Data for analysis |

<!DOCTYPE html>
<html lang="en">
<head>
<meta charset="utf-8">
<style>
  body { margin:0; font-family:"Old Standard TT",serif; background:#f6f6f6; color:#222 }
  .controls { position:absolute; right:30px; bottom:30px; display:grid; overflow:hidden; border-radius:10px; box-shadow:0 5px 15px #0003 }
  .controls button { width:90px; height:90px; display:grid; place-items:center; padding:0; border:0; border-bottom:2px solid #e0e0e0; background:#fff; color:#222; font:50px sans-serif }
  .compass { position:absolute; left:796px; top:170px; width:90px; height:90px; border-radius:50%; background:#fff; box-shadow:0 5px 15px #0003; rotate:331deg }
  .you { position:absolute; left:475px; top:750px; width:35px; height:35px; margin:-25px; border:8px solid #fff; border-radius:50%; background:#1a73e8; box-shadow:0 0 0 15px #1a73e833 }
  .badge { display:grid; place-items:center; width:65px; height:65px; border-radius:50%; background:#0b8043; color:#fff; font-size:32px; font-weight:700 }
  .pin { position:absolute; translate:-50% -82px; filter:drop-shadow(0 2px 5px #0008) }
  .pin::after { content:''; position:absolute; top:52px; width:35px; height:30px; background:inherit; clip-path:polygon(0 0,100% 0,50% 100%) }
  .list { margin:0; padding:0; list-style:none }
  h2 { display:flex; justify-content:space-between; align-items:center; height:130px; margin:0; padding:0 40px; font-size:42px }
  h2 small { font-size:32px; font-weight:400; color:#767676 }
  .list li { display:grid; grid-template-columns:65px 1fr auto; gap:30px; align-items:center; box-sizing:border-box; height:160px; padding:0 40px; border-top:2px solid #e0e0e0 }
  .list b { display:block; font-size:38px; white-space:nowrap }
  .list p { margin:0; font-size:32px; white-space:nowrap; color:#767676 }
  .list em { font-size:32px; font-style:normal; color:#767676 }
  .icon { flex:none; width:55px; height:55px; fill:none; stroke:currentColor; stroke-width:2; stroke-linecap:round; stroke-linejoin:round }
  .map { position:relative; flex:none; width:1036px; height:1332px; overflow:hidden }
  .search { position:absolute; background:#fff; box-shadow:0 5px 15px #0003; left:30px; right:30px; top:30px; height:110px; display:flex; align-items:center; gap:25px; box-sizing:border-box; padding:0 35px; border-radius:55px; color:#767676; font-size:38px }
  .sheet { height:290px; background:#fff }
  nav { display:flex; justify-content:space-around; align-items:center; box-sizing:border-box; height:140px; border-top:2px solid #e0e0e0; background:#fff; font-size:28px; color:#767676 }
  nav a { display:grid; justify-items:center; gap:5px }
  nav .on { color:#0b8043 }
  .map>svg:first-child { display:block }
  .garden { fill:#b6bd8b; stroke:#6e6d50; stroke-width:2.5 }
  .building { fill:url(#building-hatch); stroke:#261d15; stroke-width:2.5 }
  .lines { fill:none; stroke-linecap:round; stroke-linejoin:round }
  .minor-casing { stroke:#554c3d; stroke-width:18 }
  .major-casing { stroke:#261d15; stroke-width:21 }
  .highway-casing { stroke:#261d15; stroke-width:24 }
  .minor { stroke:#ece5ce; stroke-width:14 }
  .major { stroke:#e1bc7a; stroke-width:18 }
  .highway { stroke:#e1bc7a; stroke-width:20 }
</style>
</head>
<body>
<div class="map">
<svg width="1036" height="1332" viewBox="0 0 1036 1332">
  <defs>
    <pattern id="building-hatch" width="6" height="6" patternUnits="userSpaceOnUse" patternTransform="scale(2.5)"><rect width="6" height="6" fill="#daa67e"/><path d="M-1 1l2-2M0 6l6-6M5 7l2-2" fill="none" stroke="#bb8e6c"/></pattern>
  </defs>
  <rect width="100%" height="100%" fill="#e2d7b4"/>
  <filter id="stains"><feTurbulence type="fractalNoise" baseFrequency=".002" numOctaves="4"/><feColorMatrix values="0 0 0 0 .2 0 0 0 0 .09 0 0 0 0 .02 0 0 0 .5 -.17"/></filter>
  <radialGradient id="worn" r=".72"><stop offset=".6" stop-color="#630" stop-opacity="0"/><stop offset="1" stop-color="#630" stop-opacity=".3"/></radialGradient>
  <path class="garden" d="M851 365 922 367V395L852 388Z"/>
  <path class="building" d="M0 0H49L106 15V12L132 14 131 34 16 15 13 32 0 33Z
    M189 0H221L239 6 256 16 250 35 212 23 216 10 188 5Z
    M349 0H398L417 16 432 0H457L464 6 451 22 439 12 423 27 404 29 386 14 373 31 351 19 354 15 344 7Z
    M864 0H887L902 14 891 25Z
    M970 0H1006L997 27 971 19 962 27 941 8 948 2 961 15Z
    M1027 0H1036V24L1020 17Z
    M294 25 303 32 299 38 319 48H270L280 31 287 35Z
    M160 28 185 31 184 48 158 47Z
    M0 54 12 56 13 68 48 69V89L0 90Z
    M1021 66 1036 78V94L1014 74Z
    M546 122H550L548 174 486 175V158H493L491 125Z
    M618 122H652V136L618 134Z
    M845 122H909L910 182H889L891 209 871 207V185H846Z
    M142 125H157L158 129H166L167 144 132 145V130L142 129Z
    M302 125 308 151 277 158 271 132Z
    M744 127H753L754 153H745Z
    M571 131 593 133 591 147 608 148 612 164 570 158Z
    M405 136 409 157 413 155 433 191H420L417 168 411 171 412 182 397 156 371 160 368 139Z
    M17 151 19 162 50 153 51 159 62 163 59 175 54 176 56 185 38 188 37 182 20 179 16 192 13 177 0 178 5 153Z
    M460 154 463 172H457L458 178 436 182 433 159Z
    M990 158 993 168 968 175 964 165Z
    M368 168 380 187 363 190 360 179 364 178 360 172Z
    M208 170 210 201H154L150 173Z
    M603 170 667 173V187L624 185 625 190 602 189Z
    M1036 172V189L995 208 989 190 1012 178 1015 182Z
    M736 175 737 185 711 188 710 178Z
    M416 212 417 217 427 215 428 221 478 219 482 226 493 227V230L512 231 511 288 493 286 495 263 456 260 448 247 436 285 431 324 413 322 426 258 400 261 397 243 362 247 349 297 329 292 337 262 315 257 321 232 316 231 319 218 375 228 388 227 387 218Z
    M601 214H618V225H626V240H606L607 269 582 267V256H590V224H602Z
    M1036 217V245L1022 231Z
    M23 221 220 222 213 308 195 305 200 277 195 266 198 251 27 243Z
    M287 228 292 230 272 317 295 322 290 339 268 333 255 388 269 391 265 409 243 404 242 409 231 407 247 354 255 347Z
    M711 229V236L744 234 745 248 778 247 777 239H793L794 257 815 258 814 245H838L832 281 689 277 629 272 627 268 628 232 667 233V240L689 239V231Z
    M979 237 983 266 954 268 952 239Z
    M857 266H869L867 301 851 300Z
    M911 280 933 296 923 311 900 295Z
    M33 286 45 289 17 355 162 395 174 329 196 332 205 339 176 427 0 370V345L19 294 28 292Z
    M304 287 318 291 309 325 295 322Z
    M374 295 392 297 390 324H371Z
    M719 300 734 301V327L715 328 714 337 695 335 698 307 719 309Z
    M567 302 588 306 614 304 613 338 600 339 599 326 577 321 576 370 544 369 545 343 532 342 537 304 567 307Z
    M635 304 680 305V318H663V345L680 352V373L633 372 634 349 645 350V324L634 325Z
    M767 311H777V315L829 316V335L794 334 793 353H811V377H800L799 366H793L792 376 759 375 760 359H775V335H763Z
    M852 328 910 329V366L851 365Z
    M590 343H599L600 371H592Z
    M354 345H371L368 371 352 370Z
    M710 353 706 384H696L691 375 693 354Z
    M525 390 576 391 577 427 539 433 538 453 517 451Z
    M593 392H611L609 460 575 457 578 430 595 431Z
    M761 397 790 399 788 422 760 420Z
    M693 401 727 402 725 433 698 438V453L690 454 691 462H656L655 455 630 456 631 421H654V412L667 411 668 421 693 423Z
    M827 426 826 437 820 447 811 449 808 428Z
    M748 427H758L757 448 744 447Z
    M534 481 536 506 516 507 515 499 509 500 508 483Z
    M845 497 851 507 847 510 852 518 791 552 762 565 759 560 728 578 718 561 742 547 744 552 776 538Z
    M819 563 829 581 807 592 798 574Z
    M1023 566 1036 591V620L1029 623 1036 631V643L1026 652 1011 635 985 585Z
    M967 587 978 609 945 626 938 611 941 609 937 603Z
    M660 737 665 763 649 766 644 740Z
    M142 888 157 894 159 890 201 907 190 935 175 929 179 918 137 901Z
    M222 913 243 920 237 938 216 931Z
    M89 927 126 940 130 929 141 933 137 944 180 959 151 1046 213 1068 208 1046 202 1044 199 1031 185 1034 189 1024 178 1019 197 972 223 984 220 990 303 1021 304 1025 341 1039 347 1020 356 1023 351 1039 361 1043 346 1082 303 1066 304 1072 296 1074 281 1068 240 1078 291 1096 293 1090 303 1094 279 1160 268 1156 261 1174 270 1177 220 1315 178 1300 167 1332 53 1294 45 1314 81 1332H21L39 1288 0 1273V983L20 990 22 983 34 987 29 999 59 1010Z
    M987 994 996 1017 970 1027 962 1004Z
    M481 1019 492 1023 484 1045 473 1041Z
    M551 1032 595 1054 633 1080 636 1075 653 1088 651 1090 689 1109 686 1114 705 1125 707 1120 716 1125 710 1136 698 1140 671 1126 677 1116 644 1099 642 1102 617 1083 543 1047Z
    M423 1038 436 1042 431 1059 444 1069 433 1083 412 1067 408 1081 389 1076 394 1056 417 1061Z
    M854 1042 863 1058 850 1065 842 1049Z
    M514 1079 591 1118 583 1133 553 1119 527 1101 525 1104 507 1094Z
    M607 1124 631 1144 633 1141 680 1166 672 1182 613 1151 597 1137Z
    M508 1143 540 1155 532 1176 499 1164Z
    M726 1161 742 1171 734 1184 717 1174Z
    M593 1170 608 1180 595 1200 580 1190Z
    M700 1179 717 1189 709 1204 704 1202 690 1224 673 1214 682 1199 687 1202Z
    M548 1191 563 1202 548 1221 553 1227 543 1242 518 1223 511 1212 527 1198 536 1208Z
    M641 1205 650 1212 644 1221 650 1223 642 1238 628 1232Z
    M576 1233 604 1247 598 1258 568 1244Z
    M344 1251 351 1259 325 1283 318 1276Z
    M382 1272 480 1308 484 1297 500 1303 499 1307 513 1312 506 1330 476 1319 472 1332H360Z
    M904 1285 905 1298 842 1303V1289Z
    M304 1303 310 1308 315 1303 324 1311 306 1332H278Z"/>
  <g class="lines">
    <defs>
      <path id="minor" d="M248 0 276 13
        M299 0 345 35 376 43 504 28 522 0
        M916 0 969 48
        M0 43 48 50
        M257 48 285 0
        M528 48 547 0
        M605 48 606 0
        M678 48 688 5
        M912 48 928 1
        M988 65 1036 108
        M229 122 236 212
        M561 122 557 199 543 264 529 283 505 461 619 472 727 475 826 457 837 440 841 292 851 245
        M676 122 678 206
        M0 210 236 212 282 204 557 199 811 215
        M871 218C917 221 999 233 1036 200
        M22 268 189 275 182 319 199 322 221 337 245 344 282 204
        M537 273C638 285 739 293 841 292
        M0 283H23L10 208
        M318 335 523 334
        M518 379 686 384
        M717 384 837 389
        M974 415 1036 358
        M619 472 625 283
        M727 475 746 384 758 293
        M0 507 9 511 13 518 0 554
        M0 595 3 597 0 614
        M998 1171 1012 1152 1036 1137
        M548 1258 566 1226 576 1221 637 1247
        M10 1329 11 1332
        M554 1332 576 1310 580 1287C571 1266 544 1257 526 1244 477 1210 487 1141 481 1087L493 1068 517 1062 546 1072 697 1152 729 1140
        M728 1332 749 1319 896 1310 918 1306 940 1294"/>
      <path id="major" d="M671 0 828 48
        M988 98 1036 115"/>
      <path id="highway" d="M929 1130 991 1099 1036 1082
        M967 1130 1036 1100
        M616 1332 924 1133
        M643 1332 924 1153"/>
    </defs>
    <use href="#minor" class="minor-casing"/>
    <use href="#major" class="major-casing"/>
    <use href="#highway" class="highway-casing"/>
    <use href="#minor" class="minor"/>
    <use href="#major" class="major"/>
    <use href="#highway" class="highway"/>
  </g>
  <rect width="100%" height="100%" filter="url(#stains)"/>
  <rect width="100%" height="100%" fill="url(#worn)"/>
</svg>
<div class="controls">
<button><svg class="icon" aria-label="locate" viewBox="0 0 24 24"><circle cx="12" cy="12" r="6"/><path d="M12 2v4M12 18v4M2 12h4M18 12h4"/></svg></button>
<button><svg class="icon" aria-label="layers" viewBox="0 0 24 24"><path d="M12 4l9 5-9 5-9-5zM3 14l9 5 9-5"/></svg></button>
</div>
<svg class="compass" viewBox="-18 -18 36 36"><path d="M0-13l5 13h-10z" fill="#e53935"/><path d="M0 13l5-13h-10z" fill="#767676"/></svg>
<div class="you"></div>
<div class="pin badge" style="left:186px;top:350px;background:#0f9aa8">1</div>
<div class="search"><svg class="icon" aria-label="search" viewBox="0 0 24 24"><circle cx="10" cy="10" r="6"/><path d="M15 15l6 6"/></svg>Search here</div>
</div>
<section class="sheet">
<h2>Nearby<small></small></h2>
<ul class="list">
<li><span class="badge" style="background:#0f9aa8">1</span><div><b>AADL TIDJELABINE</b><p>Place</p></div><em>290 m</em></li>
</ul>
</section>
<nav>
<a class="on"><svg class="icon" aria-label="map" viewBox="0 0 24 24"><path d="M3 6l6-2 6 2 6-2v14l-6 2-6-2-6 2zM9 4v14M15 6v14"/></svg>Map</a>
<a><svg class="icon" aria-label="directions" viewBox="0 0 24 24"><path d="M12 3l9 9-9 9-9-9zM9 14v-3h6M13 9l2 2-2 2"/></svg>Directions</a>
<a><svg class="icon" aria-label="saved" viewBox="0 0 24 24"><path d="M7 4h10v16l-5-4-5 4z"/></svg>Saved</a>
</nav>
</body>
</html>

What to do | All that is wanted is the run of lines from the start of the data through the line containing "width:90px; height:90px; display:grid;", copied word for word.

Result |
<!DOCTYPE html>
<html lang="en">
<head>
<meta charset="utf-8">
<style>
  body { margin:0; font-family:"Old Standard TT",serif; background:#f6f6f6; color:#222 }
  .controls { position:absolute; right:30px; bottom:30px; display:grid; overflow:hidden; border-radius:10px; box-shadow:0 5px 15px #0003 }
  .controls button { width:90px; height:90px; display:grid; place-items:center; padding:0; border:0; border-bottom:2px solid #e0e0e0; background:#fff; color:#222; font:50px sans-serif }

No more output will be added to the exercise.